The apparent data inconsistencies may be due to the differences in the types of trading that takes place in each broker dark pool. Some broker dark pools may include internal market-making flow, which can inflate reported volumes, while others may combine liquidity from the different parts of an investment bank's business.

Client facilitation trades done by sales traders may be executed in broker dark pools but are not reportable even though they are essentially done on behalf of a client.

According to Andrew Bowley, head of electronic trading product management at Nomura there is no clear distinction between the flow found in different broker crossing networks, a factor that he believes needs to be addressed in the European Commission's upcoming review of MiFID.

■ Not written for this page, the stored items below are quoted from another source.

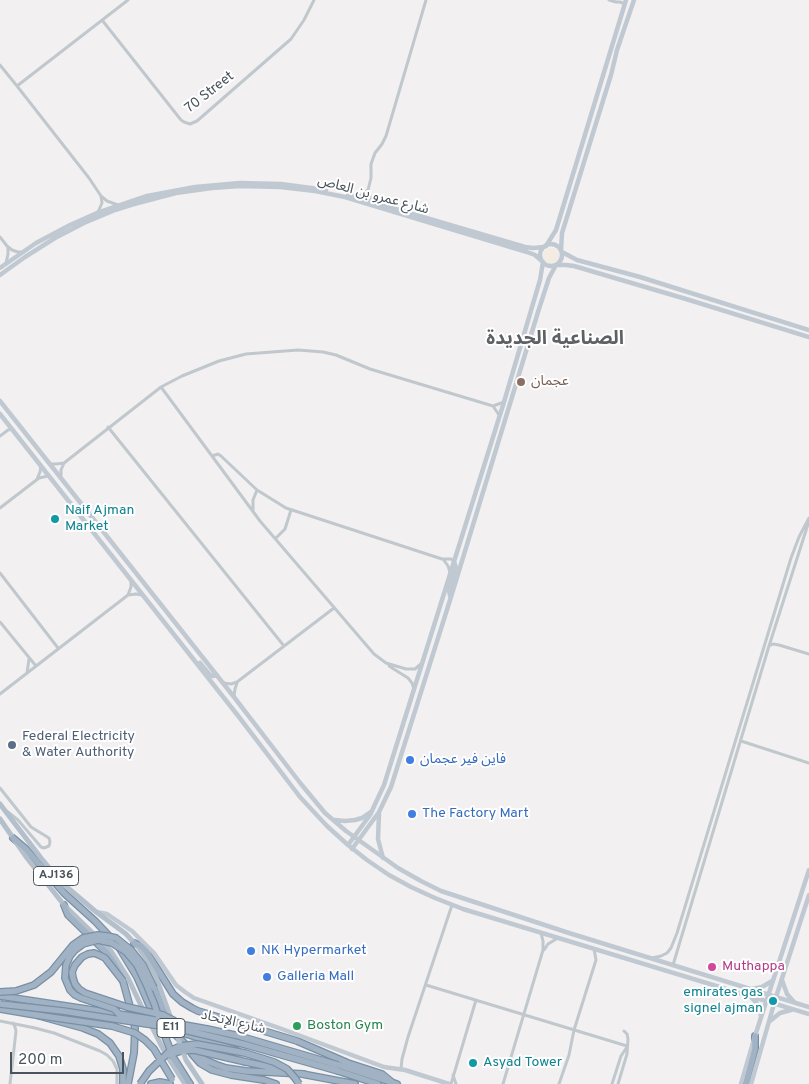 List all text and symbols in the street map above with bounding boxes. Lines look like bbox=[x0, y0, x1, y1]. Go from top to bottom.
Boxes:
street label: 70 Street bbox=[182, 69, 238, 117]
street label: شارع عمرو بن العاص bbox=[315, 173, 431, 219]
district label: الصناعية الجديدة bbox=[486, 329, 624, 351]
place label: عجمان bbox=[531, 374, 569, 390]
marker: عجمان bbox=[515, 376, 527, 388]
place label: Naif Ajman Market bbox=[65, 503, 134, 536]
marker: Naif Ajman Market bbox=[49, 513, 61, 525]
place label: Federal Electricity & Water Authority bbox=[22, 729, 135, 762]
marker: Federal Electricity & Water Authority bbox=[6, 739, 18, 751]
place label: فاين فير عجمان bbox=[420, 752, 506, 768]
marker: فاين فير عجمان bbox=[404, 754, 416, 766]
place label: The Factory Mart bbox=[422, 806, 529, 822]
marker: The Factory Mart bbox=[406, 808, 418, 820]
road number: AJ136 bbox=[34, 866, 78, 886]
place label: NK Hypermarket bbox=[261, 943, 366, 959]
marker: NK Hypermarket bbox=[245, 945, 257, 957]
place label: Muthappa bbox=[722, 959, 785, 975]
marker: Muthappa bbox=[706, 961, 718, 973]
place label: Galleria Mall bbox=[277, 969, 354, 985]
marker: Galleria Mall bbox=[261, 971, 273, 983]
place label: emirates gas signel ajman bbox=[683, 985, 763, 1018]
marker: emirates gas signel ajman bbox=[767, 995, 779, 1007]
street label: شارع الإتحاد bbox=[199, 1007, 267, 1039]
road number: E11 bbox=[157, 1018, 185, 1038]
place label: Boston Gym bbox=[307, 1018, 383, 1034]
marker: Boston Gym bbox=[291, 1020, 303, 1032]
scale bar bbox=[12, 1042, 126, 1074]
text: 200 m bbox=[18, 1051, 63, 1070]
place label: Asyad Tower bbox=[483, 1055, 562, 1071]
marker: Asyad Tower bbox=[467, 1057, 479, 1069] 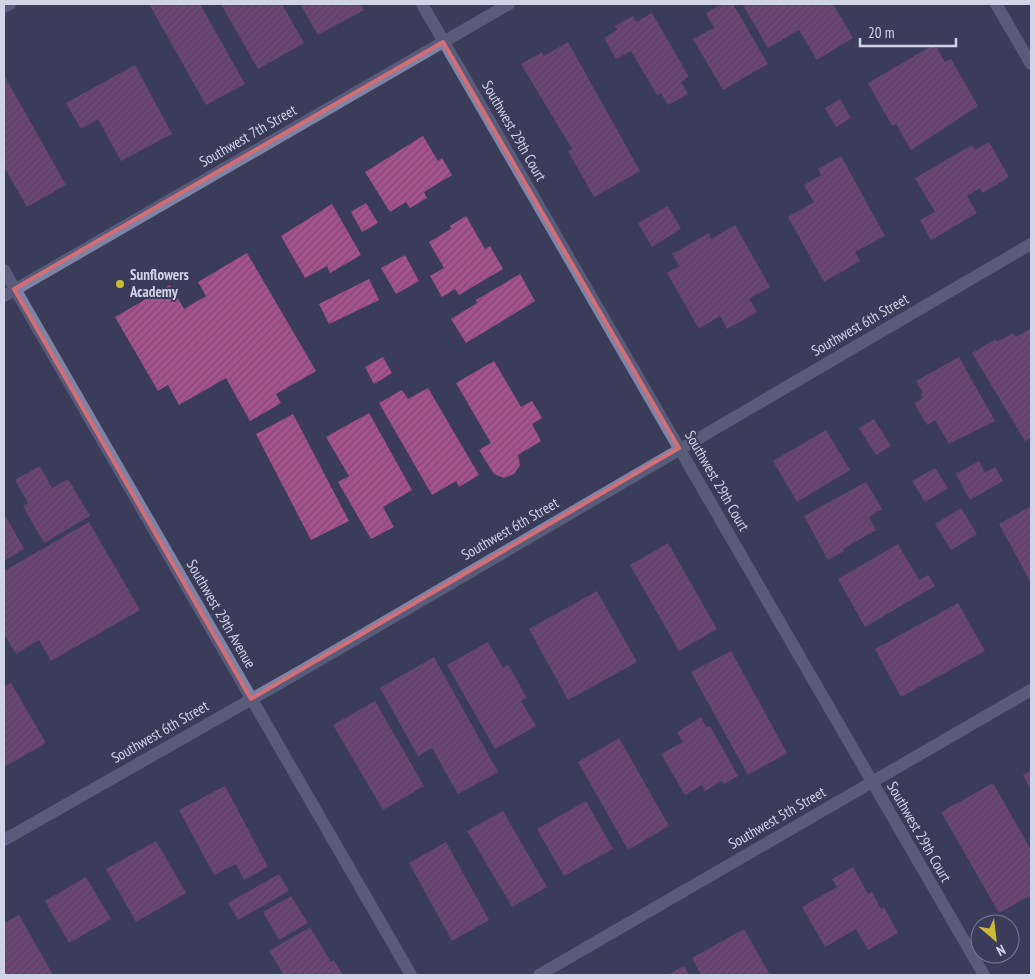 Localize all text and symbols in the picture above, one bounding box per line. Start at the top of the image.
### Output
scale bar [860,15,956,47]
text: 20 m [868,23,894,42]
street label: Southwest 29th Court [478,77,551,184]
street label: Southwest 7th Street [196,100,300,171]
place label: Sunflowers Academy [129,265,189,301]
marker: Sunflowers Academy [114,278,126,290]
street label: Southwest 6th Street [808,289,912,360]
street label: Southwest 29th Court [681,427,754,534]
street label: Southwest 6th Street [458,493,562,564]
street label: Southwest 29th Avenue [183,556,260,671]
street label: Southwest 6th Street [108,696,212,767]
street label: Southwest 29th Court [883,778,956,885]
street label: Southwest 5th Street [725,782,829,853]
north arrow [970,914,1020,964]
text: N [994,941,1009,960]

“It would be helpful if there was a clearer delineation between what is considered crossing, typically understood to be a two-order event that usually executes at the mid-price, and internalisation, which is generally thought of as market making or risk facilitation type business,” Bowley told theTRADEnews.com. “At the moment under MiFID, firms are making their own conclusion as to how to categorise their business, while it seems that crossing would best fit the multilateral trading facility (MTF) category, if not OTC, while market making was intended to be captured by a systematic internaliser (SI).” Nomura operates an MTF but is also registered as an SI.

Under MiFID, “firms which, on an organised, frequent and systematic basis, deals on its own account by executing client orders outside a regulated market or multilateral trading facility”, should be classified as systematic internalisers. Broker crossing networks, on the other hand, are not defined under MiFID and brokers assert that they are governed by their best execution obligations.

Different kinds of trading venue have different reporting obligations. For example, while broker crossing networks report to Markit BOAT, automated OTC trading is not split out from manual OTC trading, which makes separating traditional OTC trades from those conducted in broker crossing networks all but impossible. Quarterly stock-specific data on brokers' systematic internalisers however, is publicly available on a broker-by-broker basis on Markit BOAT's website.

This ambiguity between how brokers classify their dark pool and volumes has left buy-side traders continually frustrated and unable to make sense of OTC data to measure execution performance.

“All we want to know is what we can genuinely interact with and until the industry decides to introduce flags for different types of trades in broker dark pools, it's meaningless and spurious,” said Adrian Fitzpatrick, head of dealing at Aegon Asset Management. “Pre-MiFID we had around 27 flags that enabled us to identify what we could interact with. In its current state, we don't have a clue.”

“I simply can not trust any of the figures that are presented to me by brokers and generally tend to ignore the reports they send to me on their crossing networks,” added Sören Steinert, head of trading at Quoniam Asset Management, a quant-based investment management firm. “We desperately need standardised rules for dark pools across the whole industry. Inconsistent data will only damage the trust traders have in dark pools.”

Although cleaner OTC data is one of the most hotly-debated issues in the run up to the MiFID review, Bowley – who is also part of a MiFID working group trying to establish a more effective post-trade transparency regime – does not see a resolution coming any time soon.

“I don't think this will change in the near future, and the focus is now on how these businesses should be structured under the implementation of MiFID II, which is probably about two years off,” he said. “Once the structure of MiFID II is clear however, we expect firms to start changing their models ahead of the MiFID II go live.”

Europe-wide securities regulator the Committee of European Securities Regulator (CESR) is in the process of consolidating the feedback it received from market participants on a series of consultation papers looking at the impact of MiFID. CESR's recommendations will be sent to the European Commission before the end of this month, after which a reform of the directive will begin.